Shan Jixiang, director of the State Administration of Cultural Heritage, said at a press conference during the Chinese People's Political Consultative Conference that the organization will coordinate protection efforts from different governmental departments and provinces along the canal.
Shan admitted that the 2,400-year-old canal, approved by the State Council as a national key cultural relic in 2005, is facing a series of problems because of inadequate protection efforts.
He said it lacks legislative support, good planning, a coordinating mechanism, and funds.
Shan criticized some places for damaging the canal's ancient look and original style by constructing numerous city squares and grasslands along the waterway.
"The canal is more than a tourist attraction," he explained. "We should combine the protection work with economic development to benefit people's lives."
Shan disagreed with the idea of making the whole canal navigable again.
The canal is now navigable between Hangzhou in Zhejiang Province and Jining in Shandong Province. Because of inadequate water and a narrow course, most of the canal's northern section (from Beijing to Jining) is inaccessible to boats.

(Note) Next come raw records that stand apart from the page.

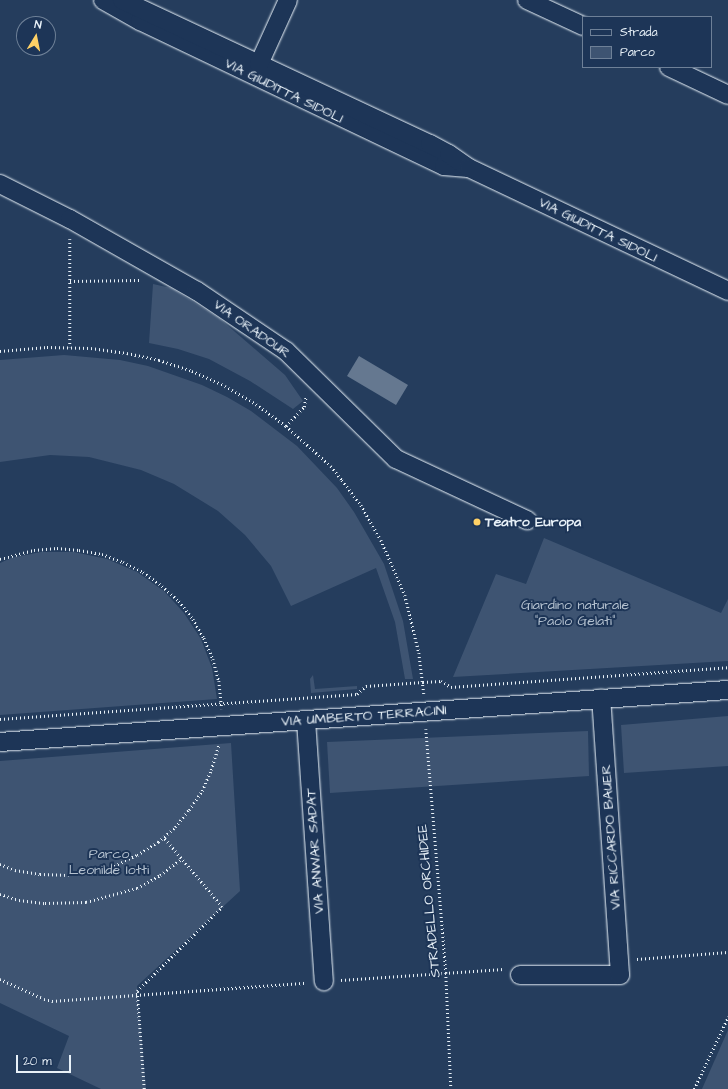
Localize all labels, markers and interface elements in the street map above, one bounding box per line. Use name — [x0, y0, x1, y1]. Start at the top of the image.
north arrow — [16, 16, 56, 56]
legend — [582, 16, 712, 68]
text: N — [33, 17, 43, 33]
text: Strada — [620, 24, 658, 41]
text: Parco — [620, 44, 655, 61]
street label: VIA GIUDITTA SIDOLI — [222, 55, 346, 127]
street label: VIA GIUDITTA SIDOLI — [536, 194, 660, 266]
street label: VIA ORADOUR — [210, 296, 294, 362]
place label: Teatro Europa — [485, 514, 581, 530]
marker: Teatro Europa — [472, 517, 482, 527]
park label: Giardino naturale "Paolo Gelati" — [521, 597, 629, 630]
street label: VIA UMBERTO TERRACINI — [281, 702, 447, 730]
street label: VIA RICCARDO BAUER — [598, 764, 624, 910]
street label: VIA ANWAR SADAT — [302, 788, 328, 914]
street label: STRADELLO ORCHIDEE — [414, 824, 444, 978]
park label: Parco Leonilde Iotti — [69, 846, 149, 878]
scale bar — [18, 1047, 73, 1073]
text: 20 m — [23, 1053, 52, 1070]

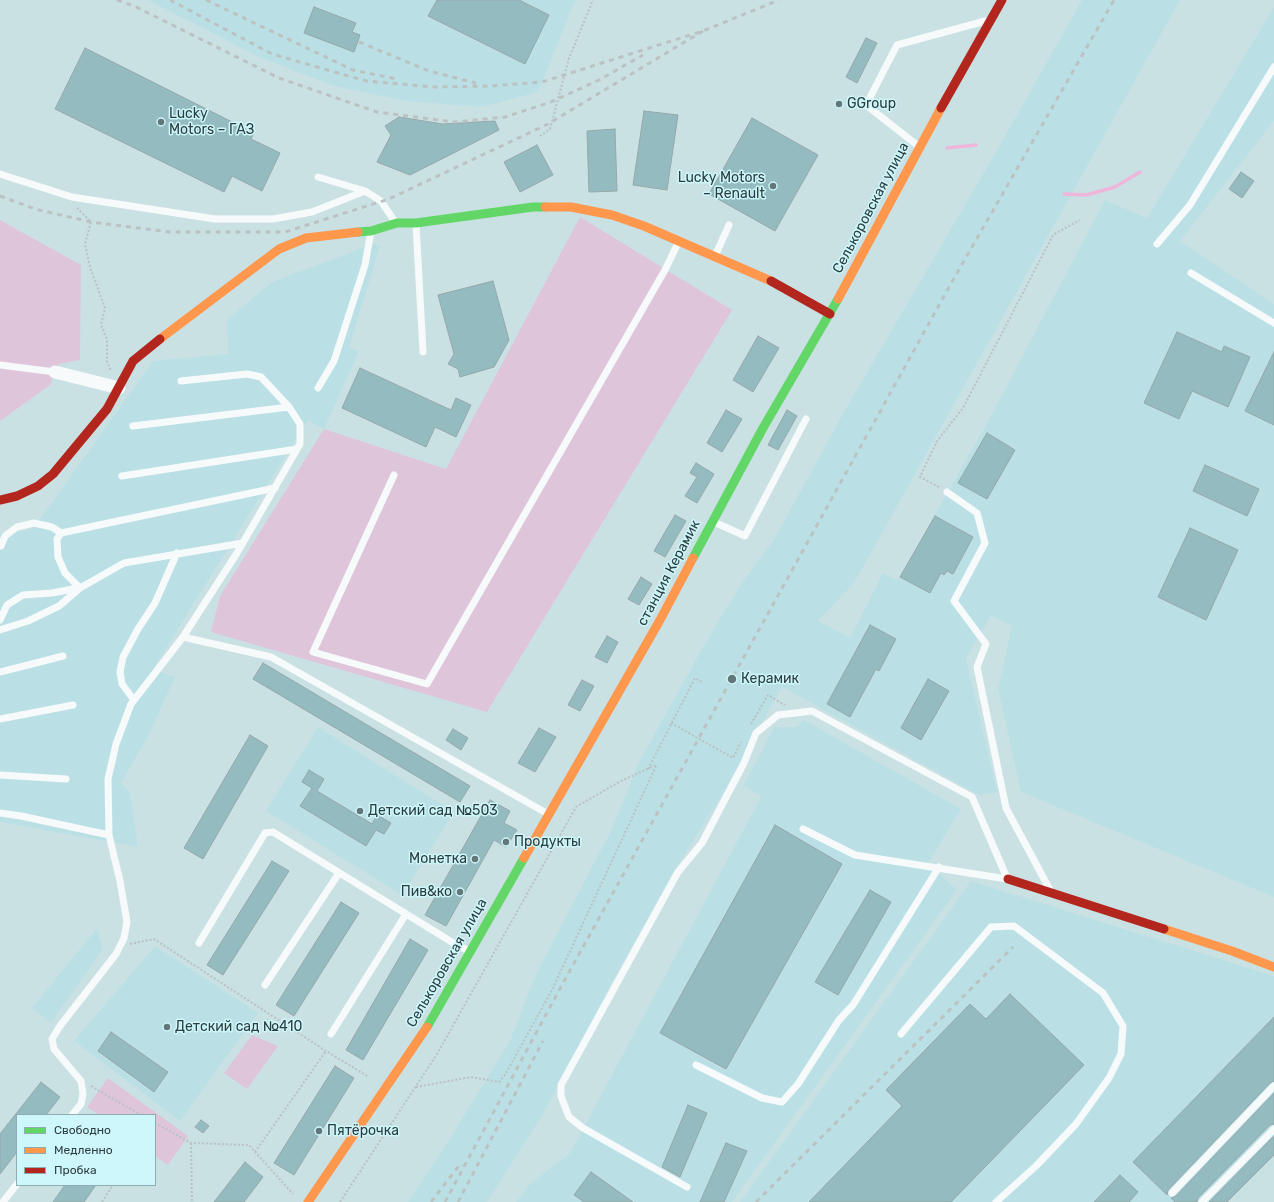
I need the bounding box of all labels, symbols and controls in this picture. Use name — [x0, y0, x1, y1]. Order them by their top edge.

Zhou Liang, an official with the Ministry of Communications, said the canal remains important to the economy in addition to its cultural value.
More than 100,000 vessels use the canal and carry 260 million tons of goods every year, three times as much as the Beijing-Shanghai Railway, Zhou said.
"The canal connects major coal bases in the north and serves as a cheap and convenient channel to transport coal to the fast developing Yangtze River Delta," Zhou said.